» **Your task**: Check the records below line by line, and report how many lines include the string "tools". No other words are needed.

=== Section Start ===

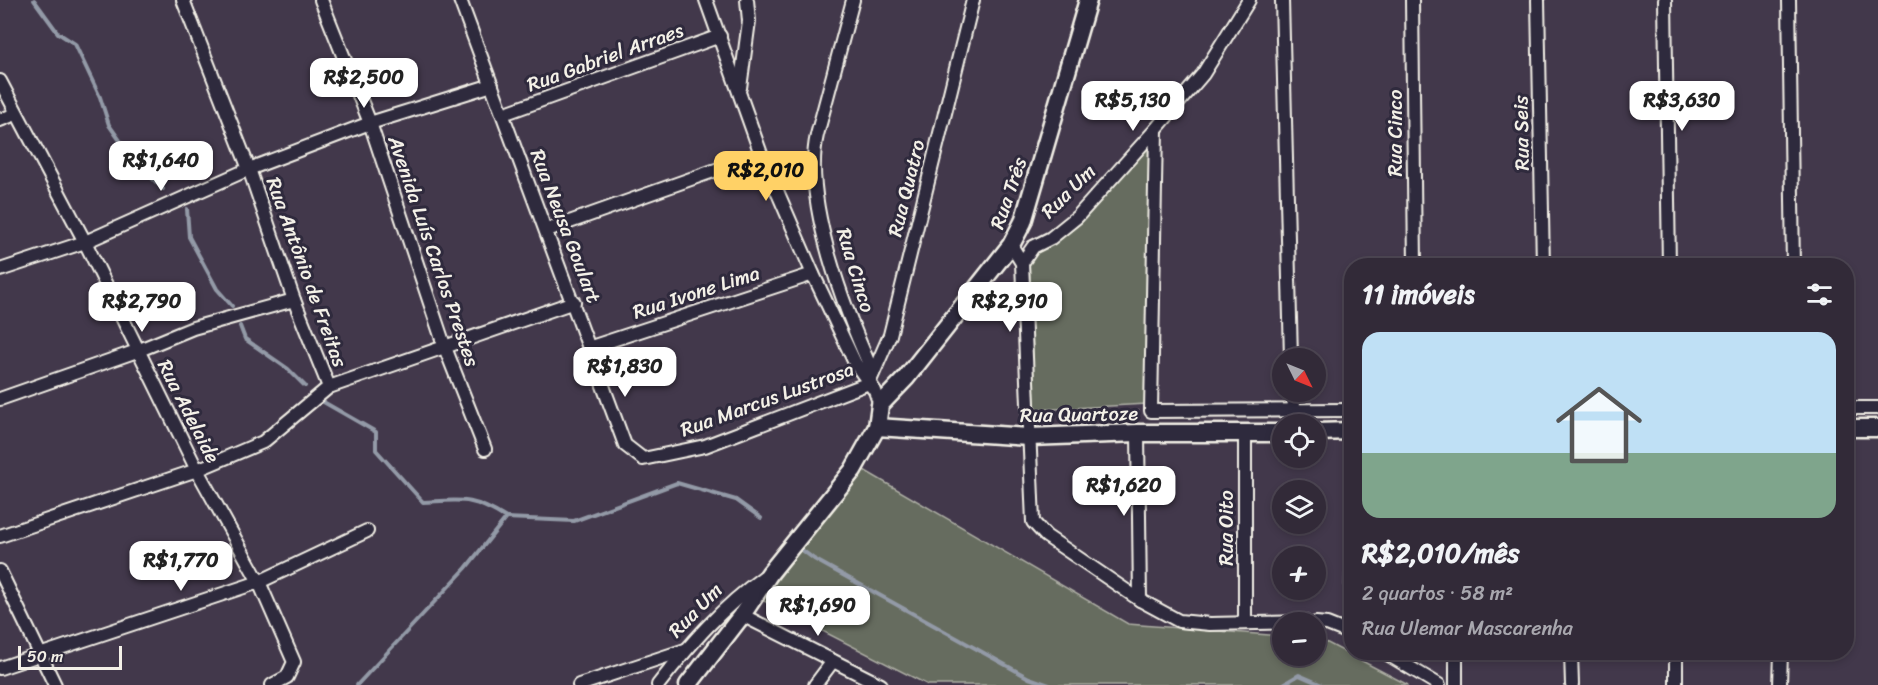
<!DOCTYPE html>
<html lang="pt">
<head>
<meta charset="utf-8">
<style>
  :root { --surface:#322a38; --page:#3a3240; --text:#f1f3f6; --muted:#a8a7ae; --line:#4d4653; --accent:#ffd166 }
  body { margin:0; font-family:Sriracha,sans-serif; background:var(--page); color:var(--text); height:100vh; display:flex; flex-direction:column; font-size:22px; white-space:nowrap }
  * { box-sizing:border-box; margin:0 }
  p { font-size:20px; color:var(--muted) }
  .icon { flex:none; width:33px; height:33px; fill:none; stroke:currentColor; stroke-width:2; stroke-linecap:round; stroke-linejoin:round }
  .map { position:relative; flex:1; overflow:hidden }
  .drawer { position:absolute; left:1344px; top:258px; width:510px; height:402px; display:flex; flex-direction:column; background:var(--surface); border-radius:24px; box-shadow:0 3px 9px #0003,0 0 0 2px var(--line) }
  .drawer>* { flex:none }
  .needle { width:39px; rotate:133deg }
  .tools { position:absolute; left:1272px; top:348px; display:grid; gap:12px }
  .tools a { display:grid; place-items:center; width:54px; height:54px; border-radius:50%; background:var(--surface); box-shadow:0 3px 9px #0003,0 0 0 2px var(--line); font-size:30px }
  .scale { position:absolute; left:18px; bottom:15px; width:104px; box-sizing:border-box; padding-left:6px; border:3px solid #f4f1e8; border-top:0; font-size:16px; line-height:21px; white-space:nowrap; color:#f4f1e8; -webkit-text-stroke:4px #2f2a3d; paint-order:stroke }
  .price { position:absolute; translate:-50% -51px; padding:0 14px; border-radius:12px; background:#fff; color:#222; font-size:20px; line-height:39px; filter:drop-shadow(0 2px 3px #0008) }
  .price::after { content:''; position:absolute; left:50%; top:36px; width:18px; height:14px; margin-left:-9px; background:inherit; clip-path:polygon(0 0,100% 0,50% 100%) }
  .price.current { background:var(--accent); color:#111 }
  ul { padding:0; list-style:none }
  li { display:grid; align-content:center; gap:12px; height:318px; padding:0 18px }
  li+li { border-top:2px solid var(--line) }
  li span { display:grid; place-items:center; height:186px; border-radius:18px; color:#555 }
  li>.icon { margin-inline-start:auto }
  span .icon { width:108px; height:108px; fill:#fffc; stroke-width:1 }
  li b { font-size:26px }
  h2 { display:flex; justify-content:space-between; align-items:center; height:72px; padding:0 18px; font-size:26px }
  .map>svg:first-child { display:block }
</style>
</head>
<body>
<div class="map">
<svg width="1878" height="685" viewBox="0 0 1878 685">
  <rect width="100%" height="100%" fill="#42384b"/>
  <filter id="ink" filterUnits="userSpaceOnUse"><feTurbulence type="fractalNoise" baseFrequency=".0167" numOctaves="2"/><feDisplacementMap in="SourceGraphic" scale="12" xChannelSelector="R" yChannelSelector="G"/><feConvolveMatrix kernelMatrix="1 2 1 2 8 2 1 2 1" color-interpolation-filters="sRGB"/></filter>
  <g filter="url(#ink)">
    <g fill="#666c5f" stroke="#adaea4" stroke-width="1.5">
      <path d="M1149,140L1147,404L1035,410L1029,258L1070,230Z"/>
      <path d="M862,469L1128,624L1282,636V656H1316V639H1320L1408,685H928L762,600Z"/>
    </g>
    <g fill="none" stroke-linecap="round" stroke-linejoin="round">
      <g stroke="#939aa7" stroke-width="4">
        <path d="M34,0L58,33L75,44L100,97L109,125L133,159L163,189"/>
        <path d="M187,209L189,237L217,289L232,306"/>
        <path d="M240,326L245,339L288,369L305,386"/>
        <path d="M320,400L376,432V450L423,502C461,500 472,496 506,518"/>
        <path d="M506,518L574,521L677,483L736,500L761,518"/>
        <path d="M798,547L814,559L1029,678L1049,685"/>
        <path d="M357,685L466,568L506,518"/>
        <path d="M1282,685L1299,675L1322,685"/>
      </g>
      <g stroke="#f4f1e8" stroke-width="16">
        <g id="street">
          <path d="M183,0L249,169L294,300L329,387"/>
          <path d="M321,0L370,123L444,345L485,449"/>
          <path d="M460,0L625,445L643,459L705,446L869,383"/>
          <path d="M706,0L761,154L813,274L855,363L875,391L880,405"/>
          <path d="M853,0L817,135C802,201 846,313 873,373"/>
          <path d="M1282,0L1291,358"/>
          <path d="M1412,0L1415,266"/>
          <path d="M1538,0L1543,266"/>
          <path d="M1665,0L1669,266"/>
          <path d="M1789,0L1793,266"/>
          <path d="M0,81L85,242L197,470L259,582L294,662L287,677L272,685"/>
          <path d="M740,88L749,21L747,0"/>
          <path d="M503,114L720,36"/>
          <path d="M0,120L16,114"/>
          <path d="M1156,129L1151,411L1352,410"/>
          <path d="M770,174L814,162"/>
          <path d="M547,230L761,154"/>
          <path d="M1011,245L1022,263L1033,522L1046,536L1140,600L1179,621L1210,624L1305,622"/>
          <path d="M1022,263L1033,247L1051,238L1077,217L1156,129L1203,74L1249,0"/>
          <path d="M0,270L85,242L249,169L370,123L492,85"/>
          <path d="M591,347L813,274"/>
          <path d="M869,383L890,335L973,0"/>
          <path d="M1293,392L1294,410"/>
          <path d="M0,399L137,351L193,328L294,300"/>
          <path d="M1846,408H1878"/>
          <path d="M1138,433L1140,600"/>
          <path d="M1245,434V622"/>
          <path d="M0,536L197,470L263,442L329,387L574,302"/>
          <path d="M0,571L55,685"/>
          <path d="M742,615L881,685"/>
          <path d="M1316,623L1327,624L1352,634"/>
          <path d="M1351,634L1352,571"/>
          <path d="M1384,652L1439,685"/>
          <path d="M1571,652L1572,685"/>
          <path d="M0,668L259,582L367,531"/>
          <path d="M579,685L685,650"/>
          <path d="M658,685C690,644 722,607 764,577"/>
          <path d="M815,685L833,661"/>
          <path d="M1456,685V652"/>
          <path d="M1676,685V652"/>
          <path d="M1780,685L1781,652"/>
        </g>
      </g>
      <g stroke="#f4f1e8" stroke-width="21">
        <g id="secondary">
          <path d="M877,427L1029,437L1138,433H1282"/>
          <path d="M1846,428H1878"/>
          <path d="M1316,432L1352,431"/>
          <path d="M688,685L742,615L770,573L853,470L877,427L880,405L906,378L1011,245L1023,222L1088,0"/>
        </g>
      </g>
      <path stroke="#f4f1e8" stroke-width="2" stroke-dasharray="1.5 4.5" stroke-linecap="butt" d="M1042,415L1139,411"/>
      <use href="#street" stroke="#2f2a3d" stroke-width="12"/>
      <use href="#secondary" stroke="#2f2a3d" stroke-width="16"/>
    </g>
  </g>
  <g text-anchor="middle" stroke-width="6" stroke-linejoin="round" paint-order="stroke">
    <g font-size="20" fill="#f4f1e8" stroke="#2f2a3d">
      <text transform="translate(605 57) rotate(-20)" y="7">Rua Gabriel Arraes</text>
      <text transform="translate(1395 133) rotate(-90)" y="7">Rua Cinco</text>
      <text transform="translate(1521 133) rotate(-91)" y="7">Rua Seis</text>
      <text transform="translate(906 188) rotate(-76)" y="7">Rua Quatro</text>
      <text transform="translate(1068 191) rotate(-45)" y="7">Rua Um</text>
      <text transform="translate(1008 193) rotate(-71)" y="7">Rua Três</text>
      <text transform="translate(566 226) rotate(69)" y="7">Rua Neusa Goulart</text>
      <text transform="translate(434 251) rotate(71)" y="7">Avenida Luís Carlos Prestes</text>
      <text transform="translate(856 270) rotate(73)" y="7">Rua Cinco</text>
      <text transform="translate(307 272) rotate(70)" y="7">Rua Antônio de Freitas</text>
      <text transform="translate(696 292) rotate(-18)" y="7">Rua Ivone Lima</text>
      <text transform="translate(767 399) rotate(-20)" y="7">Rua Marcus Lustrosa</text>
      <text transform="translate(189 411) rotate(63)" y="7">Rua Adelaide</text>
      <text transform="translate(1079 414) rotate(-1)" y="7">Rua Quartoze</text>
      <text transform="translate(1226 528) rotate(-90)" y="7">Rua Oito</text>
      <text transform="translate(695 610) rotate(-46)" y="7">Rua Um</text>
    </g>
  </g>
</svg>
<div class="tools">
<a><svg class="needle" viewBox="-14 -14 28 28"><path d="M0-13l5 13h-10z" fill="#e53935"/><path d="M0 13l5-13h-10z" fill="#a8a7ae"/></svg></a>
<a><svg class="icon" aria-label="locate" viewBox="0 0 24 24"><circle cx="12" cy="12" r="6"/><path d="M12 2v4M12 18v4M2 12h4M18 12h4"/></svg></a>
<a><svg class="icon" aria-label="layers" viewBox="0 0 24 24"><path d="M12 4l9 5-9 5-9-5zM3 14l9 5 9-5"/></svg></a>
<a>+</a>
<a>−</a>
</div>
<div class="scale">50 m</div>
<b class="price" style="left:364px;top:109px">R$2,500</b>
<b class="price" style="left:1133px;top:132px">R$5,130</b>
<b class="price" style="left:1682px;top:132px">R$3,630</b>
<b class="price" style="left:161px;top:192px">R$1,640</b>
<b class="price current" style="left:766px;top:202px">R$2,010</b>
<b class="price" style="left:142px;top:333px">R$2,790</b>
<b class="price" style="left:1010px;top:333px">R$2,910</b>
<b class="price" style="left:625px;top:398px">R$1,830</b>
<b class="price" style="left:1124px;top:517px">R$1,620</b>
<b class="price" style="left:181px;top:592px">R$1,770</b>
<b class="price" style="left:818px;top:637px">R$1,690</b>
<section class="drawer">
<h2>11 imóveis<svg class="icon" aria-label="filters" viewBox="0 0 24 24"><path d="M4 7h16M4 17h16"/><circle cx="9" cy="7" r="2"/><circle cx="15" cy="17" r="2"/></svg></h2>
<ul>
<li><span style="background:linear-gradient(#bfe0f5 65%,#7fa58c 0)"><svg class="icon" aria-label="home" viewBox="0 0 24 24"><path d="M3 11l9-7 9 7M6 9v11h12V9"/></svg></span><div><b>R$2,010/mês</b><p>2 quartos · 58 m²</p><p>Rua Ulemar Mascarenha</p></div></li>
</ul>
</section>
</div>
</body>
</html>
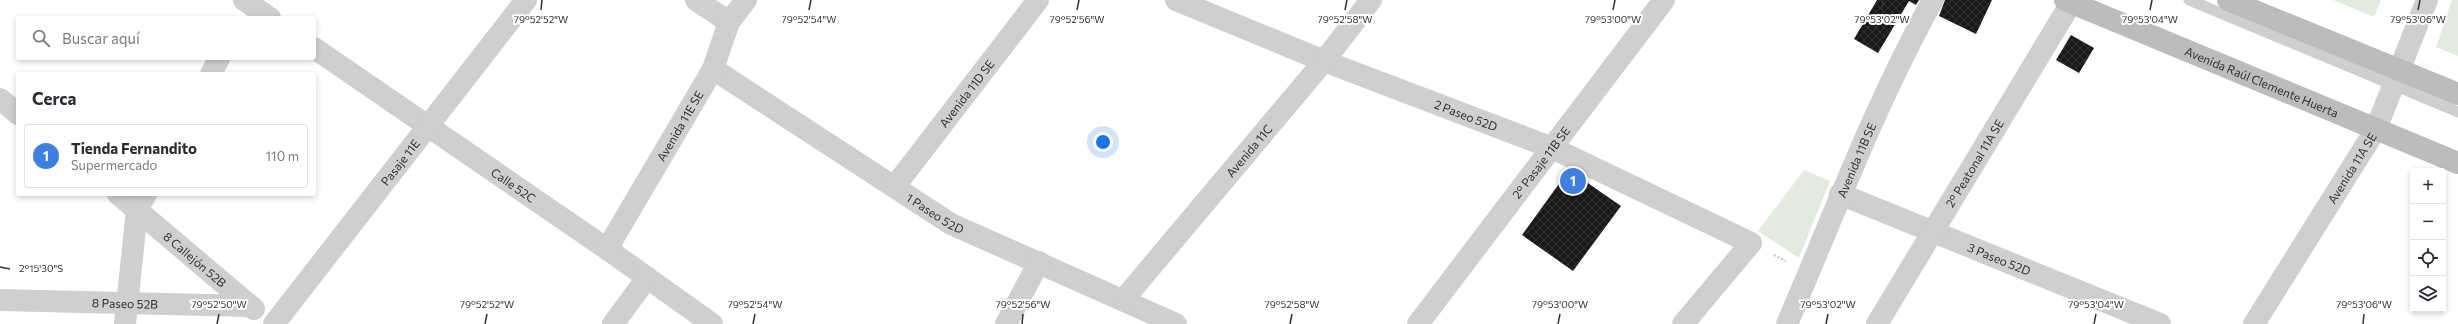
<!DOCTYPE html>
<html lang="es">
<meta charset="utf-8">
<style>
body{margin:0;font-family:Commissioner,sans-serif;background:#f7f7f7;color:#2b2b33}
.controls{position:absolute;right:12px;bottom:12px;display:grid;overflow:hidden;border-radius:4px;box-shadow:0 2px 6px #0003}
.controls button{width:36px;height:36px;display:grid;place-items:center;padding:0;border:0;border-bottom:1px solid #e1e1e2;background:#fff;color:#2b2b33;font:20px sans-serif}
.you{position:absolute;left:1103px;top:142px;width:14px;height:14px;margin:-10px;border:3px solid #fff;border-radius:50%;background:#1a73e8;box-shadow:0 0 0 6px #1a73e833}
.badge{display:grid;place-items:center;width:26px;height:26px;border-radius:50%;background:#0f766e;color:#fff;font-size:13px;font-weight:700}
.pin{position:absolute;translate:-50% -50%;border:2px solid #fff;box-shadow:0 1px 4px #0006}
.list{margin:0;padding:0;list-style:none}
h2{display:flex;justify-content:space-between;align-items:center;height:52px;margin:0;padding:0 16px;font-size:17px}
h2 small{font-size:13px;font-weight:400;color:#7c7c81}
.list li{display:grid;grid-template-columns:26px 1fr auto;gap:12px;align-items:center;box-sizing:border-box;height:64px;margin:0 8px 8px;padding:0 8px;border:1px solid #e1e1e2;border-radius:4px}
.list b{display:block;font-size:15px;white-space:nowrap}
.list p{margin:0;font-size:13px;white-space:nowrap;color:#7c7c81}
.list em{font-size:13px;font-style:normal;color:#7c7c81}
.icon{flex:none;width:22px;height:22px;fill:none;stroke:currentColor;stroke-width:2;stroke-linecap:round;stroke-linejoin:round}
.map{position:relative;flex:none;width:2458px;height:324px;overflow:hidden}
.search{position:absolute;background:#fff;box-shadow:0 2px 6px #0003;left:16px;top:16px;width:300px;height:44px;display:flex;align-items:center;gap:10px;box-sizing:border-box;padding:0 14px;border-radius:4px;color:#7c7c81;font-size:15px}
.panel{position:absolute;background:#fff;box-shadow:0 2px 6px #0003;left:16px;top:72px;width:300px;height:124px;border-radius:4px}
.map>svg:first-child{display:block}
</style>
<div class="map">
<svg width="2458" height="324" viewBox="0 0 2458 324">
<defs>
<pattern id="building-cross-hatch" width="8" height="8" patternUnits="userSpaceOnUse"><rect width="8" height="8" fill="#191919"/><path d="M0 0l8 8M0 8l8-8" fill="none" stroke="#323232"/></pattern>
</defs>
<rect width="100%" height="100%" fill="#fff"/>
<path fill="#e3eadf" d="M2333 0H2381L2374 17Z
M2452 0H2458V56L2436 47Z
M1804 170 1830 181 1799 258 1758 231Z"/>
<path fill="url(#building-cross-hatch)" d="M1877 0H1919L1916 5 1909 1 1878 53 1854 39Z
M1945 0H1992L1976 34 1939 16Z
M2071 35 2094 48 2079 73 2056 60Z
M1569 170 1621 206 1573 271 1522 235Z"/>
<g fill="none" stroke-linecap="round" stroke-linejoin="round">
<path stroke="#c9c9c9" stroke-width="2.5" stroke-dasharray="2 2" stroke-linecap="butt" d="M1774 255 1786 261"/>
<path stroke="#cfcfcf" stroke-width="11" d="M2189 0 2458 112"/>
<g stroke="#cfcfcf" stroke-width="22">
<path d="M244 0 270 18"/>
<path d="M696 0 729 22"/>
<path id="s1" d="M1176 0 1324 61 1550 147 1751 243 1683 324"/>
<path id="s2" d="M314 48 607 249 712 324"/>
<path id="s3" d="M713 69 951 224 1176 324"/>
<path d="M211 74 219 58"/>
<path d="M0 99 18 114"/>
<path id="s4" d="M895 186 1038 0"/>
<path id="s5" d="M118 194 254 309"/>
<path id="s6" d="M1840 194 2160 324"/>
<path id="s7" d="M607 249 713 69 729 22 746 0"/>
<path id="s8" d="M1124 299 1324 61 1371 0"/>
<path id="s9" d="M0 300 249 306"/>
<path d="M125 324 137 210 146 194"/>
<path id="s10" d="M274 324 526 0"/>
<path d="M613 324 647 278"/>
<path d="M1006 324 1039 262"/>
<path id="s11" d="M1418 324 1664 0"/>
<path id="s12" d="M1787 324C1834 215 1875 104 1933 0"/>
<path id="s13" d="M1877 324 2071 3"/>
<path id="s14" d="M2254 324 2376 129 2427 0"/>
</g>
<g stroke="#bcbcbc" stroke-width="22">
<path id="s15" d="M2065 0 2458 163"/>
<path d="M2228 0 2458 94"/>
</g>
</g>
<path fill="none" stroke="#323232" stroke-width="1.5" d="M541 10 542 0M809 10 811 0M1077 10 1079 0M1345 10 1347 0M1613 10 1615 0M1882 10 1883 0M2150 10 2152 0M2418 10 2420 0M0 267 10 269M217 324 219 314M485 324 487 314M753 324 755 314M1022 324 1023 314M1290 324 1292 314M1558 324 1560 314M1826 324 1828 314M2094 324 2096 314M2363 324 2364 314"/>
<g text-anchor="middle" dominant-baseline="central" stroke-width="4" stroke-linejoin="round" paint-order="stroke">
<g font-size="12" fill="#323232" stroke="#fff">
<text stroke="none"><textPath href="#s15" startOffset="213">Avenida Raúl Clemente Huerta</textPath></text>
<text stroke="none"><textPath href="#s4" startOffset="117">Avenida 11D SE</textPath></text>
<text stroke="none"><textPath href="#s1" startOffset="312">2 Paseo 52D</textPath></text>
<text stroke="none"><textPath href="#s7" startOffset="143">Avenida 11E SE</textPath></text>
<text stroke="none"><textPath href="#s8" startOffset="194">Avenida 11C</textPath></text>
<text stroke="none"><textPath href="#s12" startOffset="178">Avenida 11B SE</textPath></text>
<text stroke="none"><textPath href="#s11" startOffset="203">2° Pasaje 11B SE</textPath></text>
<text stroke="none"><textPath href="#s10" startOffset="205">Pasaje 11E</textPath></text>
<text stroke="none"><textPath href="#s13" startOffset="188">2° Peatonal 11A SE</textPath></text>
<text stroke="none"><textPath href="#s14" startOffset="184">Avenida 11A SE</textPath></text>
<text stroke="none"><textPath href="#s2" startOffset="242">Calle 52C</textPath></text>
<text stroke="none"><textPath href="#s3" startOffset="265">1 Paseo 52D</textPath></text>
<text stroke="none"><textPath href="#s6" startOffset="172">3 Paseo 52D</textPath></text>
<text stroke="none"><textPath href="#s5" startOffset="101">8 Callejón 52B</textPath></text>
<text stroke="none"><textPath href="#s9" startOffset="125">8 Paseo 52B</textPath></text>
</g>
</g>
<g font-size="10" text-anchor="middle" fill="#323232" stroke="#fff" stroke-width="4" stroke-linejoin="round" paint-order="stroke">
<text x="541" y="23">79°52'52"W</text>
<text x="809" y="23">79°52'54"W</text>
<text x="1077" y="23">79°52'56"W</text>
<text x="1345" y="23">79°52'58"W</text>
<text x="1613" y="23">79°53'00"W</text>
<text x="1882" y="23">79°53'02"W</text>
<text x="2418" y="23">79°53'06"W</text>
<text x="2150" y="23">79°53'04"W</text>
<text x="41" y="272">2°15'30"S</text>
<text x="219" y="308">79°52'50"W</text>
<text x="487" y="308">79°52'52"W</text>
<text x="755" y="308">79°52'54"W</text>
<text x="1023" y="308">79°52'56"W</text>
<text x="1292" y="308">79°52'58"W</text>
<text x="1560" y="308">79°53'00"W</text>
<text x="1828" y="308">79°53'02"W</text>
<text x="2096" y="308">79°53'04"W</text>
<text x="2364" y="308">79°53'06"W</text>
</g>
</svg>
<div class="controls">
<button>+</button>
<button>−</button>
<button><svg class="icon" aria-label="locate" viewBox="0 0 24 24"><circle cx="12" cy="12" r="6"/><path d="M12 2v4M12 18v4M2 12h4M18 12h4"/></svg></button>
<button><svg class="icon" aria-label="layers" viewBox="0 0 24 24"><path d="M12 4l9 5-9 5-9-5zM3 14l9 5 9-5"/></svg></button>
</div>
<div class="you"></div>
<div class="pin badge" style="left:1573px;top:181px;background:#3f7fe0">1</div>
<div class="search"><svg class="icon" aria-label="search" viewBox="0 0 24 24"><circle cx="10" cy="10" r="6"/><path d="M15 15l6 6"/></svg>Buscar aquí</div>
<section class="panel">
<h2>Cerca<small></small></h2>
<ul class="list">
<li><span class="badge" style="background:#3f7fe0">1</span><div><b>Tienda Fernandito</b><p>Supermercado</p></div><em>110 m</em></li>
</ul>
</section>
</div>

=== Section End ===

» **Answer space**: 3